BD qui présente quelques habiletés utiles dans les relations parents profs

Pour un enseignant les vacances sont un temps de repos mais aussi un temps de préparation et de recul ; bref un temps pour progresser. Je profite de mes quelques jours de congé pour me replonger dans « Parler pour que les enfants apprennent, à la maison et à l’école » et redécouvrir la dernière partie sur « le partenariat parents enseignants ».  Cette fameuse collaboration éducative, dont presque tout le monde est convaincu des bienfaits en théorie, c’est quand même un sacré défi dont j’avais déjà tenté de déméler la complexité il y a presque un an.

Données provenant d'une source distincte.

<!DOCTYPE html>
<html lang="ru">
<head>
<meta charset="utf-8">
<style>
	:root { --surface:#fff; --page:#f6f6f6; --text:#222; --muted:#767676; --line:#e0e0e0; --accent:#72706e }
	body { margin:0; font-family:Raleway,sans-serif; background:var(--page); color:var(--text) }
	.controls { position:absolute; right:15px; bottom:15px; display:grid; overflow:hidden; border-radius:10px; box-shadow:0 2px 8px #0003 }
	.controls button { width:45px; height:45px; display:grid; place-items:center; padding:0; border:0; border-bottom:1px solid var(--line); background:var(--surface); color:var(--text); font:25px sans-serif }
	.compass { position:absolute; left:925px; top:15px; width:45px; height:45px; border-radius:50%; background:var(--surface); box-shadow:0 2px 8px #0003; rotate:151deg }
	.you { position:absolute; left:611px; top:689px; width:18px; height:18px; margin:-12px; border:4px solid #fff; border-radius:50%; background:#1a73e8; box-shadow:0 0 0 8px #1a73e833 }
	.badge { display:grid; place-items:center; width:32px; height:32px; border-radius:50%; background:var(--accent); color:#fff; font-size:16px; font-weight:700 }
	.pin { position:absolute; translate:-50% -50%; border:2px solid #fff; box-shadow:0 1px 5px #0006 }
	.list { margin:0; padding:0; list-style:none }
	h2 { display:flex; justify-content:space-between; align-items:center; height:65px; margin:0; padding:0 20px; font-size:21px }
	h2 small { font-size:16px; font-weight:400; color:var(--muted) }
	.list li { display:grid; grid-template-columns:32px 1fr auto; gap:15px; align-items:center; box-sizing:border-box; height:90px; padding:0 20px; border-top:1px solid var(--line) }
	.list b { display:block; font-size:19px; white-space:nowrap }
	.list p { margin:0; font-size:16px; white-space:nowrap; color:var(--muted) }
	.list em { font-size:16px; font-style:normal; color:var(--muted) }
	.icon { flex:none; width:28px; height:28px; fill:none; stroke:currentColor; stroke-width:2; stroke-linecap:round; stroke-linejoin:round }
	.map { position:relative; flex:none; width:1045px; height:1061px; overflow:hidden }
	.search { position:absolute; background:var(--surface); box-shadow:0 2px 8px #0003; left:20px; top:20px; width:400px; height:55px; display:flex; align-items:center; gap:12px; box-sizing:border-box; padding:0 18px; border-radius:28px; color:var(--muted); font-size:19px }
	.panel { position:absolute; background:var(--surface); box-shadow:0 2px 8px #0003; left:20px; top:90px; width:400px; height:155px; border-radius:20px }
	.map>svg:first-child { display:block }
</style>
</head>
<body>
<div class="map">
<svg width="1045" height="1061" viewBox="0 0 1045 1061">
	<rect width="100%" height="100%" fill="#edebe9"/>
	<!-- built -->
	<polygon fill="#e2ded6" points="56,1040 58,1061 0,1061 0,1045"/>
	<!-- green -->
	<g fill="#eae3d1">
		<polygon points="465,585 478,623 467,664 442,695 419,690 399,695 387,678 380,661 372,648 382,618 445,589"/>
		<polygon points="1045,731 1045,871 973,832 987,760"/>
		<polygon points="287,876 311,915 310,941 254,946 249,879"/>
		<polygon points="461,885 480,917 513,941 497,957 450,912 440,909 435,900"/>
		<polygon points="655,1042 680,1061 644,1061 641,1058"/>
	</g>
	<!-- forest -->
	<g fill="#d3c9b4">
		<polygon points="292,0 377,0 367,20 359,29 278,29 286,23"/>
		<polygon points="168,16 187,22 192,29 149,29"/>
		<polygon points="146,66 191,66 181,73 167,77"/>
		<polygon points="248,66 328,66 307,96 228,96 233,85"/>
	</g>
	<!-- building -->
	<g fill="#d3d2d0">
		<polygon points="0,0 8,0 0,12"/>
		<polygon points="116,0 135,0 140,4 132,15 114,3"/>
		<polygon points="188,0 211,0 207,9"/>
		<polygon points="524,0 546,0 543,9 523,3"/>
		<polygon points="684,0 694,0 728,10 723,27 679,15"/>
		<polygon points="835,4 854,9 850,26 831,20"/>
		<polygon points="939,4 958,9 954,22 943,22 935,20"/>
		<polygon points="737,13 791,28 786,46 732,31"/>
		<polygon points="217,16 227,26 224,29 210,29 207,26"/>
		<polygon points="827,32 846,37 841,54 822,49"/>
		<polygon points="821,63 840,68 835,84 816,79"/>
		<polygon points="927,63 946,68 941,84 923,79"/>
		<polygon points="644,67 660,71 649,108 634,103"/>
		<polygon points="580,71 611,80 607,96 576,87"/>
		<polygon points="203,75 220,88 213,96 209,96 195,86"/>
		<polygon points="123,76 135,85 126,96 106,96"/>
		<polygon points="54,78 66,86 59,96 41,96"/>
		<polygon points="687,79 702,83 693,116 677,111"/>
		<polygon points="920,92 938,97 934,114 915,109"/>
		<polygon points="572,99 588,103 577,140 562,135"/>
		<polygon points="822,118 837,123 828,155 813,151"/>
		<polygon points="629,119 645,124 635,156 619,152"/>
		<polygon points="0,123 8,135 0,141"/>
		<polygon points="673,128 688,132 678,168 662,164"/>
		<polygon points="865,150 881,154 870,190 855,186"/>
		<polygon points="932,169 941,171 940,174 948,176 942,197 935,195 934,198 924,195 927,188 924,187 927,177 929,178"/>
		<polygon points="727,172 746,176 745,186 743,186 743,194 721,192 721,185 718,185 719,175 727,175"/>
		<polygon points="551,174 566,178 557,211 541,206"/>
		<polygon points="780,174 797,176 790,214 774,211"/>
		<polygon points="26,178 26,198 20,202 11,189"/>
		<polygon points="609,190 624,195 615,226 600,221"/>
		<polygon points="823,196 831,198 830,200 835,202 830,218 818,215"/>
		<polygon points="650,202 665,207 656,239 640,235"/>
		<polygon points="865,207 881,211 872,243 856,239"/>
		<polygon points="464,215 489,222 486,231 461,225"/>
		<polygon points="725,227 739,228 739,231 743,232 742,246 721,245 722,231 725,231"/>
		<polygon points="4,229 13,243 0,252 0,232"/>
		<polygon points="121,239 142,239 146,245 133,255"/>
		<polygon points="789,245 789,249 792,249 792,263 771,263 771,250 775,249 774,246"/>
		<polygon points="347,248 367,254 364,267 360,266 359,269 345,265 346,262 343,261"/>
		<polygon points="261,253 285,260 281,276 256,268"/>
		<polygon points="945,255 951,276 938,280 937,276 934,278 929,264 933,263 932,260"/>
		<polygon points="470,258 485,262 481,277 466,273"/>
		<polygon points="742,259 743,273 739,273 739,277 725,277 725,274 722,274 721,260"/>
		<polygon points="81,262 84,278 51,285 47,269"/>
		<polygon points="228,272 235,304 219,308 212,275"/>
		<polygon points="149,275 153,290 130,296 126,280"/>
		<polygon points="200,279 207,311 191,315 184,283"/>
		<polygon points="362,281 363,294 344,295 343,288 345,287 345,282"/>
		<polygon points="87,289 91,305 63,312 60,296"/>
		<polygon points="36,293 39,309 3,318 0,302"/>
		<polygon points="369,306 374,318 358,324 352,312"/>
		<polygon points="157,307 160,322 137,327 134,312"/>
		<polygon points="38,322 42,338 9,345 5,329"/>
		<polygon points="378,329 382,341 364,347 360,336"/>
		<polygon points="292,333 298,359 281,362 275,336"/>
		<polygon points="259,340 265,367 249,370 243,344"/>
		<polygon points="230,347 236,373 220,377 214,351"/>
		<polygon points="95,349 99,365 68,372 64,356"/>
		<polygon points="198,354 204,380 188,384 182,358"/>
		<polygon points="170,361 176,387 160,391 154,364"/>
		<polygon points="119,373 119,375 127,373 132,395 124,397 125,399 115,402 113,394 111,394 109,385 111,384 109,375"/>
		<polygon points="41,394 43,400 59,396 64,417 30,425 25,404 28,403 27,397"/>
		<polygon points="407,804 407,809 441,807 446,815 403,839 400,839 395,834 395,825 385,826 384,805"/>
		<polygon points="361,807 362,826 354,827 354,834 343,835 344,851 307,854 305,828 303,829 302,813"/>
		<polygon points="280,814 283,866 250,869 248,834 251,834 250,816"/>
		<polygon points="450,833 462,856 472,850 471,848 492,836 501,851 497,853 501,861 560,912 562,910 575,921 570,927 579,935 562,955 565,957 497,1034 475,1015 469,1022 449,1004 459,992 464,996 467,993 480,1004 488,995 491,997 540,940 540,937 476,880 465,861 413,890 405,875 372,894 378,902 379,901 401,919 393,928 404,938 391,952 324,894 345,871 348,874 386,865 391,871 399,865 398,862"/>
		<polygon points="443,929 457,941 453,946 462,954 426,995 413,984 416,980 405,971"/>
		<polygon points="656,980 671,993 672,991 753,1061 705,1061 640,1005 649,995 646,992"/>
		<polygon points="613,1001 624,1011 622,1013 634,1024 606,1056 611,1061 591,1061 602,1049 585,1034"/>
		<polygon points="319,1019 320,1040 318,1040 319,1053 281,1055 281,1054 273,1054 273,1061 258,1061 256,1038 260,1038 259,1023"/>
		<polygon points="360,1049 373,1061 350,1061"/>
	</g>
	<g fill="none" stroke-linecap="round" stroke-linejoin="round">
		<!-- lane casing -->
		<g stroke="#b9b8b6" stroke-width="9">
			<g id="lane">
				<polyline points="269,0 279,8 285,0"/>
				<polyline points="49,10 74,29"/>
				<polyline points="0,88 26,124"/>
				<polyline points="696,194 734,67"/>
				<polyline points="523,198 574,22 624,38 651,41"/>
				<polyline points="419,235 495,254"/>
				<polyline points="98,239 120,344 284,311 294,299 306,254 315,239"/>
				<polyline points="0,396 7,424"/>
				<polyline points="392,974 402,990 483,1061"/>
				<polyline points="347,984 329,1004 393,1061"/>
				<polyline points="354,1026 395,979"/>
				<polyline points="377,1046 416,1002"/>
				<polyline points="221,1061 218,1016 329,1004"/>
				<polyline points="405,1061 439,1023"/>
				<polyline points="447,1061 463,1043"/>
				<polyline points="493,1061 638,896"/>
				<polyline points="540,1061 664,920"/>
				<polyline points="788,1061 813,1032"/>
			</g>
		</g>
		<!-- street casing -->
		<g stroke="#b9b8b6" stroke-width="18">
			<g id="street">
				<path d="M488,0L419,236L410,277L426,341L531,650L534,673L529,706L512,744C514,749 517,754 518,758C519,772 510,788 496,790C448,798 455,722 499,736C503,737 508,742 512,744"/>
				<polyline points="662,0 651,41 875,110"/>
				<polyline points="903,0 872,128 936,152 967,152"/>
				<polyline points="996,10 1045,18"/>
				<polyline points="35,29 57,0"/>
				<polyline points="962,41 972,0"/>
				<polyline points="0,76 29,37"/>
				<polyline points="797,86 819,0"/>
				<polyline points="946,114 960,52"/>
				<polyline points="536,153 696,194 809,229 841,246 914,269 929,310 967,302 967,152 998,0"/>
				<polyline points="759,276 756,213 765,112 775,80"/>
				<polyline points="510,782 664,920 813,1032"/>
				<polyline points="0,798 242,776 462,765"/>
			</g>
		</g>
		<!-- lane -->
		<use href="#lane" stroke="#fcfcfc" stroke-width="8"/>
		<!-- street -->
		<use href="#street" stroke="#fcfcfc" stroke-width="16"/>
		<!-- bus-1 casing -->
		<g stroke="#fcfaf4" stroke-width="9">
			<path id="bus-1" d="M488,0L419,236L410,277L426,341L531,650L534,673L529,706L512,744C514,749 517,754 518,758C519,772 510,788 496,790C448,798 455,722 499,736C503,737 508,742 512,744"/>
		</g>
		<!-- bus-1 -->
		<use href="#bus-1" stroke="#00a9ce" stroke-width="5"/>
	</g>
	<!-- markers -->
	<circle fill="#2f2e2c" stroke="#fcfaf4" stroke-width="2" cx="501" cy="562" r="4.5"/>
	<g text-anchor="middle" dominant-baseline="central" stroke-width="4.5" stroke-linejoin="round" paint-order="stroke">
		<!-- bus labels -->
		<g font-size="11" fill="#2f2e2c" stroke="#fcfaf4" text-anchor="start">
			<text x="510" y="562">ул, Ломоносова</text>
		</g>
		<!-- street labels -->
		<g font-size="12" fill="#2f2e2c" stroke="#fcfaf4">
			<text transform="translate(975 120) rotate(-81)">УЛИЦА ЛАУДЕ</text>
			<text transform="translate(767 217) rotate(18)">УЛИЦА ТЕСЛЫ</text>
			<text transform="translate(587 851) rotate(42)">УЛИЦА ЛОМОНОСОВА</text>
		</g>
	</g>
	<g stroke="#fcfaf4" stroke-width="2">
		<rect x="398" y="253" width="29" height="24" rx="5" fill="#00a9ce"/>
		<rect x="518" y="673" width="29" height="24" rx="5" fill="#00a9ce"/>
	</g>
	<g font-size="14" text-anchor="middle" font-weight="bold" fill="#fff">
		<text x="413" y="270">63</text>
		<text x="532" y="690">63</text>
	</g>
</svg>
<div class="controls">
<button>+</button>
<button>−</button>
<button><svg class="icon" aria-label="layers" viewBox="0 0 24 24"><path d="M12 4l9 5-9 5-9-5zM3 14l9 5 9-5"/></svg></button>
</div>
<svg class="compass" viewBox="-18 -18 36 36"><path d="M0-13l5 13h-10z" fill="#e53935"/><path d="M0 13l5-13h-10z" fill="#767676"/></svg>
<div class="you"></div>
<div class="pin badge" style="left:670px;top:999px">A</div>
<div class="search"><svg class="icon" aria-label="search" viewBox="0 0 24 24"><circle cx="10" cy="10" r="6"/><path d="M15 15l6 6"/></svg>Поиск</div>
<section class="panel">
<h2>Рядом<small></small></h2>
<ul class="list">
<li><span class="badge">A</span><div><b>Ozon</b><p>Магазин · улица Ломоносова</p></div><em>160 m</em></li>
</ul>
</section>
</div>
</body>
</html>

Comme toujours, nos inséparables Adele Faber et Elaine Mazlish nous apportent des billes.  Elles nous rappellent, en relatant une dispute « romancée » entre  enseignants et mères d’élèves que toutes les critiques que parents et enseignants ont  tendance à  échanger sont autant de « baffes » verbales qui blessent, découragent et surtout nous empêchent de trouver de vraies solutions à nos problèmes. J’ai le souvenir d’avoir pris des remarques  du style « mon fils ne veut plus venir à l’école à cause de vous » ou encore « j’aurai préféré que ma fille soit chez l’autre maîtresse ». Très agréable.  Quand mon fils était en petite section, sa maîtresse, pourtant de bonne volonté, nous a dit que Grand Doux « n’était pas intéressé par le travail scolaire » ; comme je connais mon fils et que j’ai un peu l’habitude, j’ai su que ce n’était pas vrai, mais une telle phrase pourrait peut-être faire des dégâts dans des familles moins « expertes ».  D’autant plus, si nous creusons un peu, nos besoins sont les mêmes : respect, écoute, et volonté de faire au mieux pour l’enfant… Raison de plus pour faire se creuser un peu la tête pour parvenir à s’entendre.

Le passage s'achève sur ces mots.